Ты чувствуешь себя с детьми так хорошо, что не замечаешь, как проходит время. Они видят в тебе небожителя, сошедшего из золотых чертогов, и это внимание пьянит сильнее любого другого, тебе нужно еще, и еще, и еще. Дети подписывают комиксы — у них такие разные имена, восточные и азиатские, польские и русские, индийские и вьетнамские, — рассказывают, как переживали за героев и боялись, что ты больше ничего не станешь рисовать: они читают новости, соцсети — продолжение их сознания.

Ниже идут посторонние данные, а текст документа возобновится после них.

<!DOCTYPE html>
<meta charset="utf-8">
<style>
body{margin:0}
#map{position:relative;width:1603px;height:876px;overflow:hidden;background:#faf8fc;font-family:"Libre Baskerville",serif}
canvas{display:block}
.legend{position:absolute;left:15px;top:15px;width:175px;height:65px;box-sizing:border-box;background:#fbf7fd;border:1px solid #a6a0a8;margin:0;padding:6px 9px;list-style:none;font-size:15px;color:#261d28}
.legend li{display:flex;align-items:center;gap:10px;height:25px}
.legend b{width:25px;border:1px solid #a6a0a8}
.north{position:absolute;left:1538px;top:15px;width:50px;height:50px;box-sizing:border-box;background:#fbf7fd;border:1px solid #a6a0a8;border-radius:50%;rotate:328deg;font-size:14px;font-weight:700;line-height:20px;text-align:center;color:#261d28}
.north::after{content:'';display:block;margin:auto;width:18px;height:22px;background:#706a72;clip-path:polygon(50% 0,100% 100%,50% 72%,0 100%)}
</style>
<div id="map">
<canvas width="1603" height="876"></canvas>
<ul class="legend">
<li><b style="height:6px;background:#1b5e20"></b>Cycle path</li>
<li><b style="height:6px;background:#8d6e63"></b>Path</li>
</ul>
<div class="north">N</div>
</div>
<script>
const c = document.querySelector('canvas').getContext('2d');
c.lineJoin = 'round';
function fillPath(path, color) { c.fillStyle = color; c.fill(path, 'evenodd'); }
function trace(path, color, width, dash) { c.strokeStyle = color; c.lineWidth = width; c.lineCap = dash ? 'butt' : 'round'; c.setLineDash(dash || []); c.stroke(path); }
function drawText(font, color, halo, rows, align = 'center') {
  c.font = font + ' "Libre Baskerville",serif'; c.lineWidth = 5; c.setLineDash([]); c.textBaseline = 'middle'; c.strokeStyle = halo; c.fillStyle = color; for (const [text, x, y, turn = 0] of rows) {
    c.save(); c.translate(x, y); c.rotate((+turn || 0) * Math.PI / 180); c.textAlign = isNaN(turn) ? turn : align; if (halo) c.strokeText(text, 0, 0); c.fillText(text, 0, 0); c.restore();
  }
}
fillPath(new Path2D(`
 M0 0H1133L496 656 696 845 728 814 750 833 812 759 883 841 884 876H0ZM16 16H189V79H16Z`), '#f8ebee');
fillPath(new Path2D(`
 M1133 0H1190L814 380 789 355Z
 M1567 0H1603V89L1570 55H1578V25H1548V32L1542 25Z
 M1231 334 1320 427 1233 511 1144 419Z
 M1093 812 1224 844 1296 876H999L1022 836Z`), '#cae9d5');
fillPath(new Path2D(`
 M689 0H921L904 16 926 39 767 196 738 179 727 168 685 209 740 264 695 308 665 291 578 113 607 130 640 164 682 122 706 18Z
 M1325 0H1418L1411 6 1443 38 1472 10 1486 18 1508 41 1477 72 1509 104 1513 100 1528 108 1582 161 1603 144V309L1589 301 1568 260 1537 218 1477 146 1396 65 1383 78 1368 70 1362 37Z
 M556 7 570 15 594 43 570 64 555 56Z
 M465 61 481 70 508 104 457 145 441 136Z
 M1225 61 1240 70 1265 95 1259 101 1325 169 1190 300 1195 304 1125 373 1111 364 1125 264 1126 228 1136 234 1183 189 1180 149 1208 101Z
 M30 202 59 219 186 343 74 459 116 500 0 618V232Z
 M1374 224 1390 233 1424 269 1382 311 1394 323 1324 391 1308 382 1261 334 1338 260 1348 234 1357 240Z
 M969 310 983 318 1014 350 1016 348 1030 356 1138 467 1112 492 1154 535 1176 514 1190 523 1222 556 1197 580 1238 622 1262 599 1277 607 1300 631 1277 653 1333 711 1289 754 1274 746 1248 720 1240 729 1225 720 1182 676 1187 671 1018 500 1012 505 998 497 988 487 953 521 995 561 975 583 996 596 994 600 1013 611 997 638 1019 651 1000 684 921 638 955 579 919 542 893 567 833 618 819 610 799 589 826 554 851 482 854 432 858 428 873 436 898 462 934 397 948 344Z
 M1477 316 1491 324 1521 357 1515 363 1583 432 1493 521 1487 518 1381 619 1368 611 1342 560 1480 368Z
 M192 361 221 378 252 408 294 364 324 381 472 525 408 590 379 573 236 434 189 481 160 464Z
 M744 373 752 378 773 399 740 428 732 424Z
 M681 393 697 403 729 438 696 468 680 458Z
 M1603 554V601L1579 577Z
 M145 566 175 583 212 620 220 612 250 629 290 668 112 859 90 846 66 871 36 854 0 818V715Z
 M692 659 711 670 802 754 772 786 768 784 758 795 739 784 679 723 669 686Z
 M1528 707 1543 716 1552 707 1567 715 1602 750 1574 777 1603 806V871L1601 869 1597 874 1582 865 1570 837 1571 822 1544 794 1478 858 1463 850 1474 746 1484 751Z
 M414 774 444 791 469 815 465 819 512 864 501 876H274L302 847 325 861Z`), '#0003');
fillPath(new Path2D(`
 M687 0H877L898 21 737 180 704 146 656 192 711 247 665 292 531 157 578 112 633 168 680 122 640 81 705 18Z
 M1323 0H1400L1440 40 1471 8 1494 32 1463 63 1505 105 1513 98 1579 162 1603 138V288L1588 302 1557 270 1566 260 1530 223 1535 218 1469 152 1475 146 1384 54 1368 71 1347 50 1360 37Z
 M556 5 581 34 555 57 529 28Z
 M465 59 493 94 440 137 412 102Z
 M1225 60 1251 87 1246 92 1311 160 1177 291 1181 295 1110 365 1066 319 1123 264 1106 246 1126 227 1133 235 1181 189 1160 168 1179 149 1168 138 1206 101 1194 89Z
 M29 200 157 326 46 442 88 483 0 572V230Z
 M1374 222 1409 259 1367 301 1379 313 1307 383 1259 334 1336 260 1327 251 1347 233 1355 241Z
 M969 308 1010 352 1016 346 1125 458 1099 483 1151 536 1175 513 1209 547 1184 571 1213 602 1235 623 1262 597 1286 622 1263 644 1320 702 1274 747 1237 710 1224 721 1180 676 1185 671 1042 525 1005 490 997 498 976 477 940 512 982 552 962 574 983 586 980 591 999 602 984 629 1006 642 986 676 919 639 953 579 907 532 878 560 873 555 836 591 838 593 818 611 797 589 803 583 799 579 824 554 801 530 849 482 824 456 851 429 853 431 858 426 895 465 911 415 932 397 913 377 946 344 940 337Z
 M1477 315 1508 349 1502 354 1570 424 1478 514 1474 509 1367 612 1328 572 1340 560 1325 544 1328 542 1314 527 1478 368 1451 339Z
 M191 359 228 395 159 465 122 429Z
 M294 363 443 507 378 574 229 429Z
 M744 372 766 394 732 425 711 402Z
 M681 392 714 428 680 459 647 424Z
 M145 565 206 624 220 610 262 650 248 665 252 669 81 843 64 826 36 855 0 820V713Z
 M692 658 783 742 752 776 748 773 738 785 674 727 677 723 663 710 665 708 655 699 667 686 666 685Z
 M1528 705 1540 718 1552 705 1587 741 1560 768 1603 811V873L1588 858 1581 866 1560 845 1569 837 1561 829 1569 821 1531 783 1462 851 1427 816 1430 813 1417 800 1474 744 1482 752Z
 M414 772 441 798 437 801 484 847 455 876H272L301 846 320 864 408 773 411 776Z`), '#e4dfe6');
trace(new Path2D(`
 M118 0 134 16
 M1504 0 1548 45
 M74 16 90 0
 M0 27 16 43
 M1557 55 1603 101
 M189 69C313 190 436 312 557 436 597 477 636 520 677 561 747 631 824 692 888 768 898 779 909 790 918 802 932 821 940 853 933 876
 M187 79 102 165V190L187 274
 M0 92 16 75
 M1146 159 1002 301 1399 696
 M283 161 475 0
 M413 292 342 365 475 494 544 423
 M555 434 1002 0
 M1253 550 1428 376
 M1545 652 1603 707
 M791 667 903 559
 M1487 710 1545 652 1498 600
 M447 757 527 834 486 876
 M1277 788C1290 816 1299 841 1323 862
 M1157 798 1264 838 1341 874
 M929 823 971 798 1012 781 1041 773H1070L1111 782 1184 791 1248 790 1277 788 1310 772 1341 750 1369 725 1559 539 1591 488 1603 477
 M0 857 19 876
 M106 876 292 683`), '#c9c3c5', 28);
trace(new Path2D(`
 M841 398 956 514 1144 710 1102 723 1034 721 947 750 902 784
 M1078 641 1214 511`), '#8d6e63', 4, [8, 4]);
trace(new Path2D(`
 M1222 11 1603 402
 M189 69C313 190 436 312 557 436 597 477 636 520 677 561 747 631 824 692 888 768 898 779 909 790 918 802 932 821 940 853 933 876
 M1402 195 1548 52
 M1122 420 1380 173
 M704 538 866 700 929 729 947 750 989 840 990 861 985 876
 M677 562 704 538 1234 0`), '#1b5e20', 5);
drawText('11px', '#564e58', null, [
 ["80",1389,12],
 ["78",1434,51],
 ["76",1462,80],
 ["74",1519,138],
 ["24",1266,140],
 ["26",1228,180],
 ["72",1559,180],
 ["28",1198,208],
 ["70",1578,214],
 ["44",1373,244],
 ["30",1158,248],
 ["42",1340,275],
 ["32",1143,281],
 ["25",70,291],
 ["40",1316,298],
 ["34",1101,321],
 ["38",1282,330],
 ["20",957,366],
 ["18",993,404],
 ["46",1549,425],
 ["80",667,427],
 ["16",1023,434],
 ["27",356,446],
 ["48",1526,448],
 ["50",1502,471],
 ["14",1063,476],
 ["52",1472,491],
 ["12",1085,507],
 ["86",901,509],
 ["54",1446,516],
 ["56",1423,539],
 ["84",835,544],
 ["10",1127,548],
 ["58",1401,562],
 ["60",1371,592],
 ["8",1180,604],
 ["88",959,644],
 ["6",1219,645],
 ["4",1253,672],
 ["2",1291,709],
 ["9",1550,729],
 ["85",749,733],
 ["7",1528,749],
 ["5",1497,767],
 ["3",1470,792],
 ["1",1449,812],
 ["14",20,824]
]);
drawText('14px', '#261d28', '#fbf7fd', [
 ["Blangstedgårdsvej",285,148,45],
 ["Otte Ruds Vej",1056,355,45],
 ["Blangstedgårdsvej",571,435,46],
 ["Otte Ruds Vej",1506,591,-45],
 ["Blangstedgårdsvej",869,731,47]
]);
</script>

Дарят подарки: кто-то связал тебе брелок в форме одного из животноголовых приспешников старого колдуна, кто-то слепил фигурки из пластилина, а один мальчик — тот, которому запрещают рисовать родители, — краснея, протягивает тебе рисунок, берет подписанный комикс и, смущенный, тут же убегает. Ты не смотришь на подаренный рисунок: говоришь со всеми, делаешь общую фотографию и только в коридоре, под благодарности доктора-Ананси, который ведет тебя в свой кабинет, подписать комиксы сыну, смотришь на лист. Замираешь, окаменев на месте. С рисунка смотрит идеальный персонаж: интересный, красивый, анатомически правильный, выполненный в ярких, сочных цветах; такого ты не видел никогда — только на собственных детских работах. И еще, и еще, и еще…
На мазне Генри.
— Простите. — Ты просишь доктора остановиться. Дыхание тяжелое. — Мне нужно в уборную.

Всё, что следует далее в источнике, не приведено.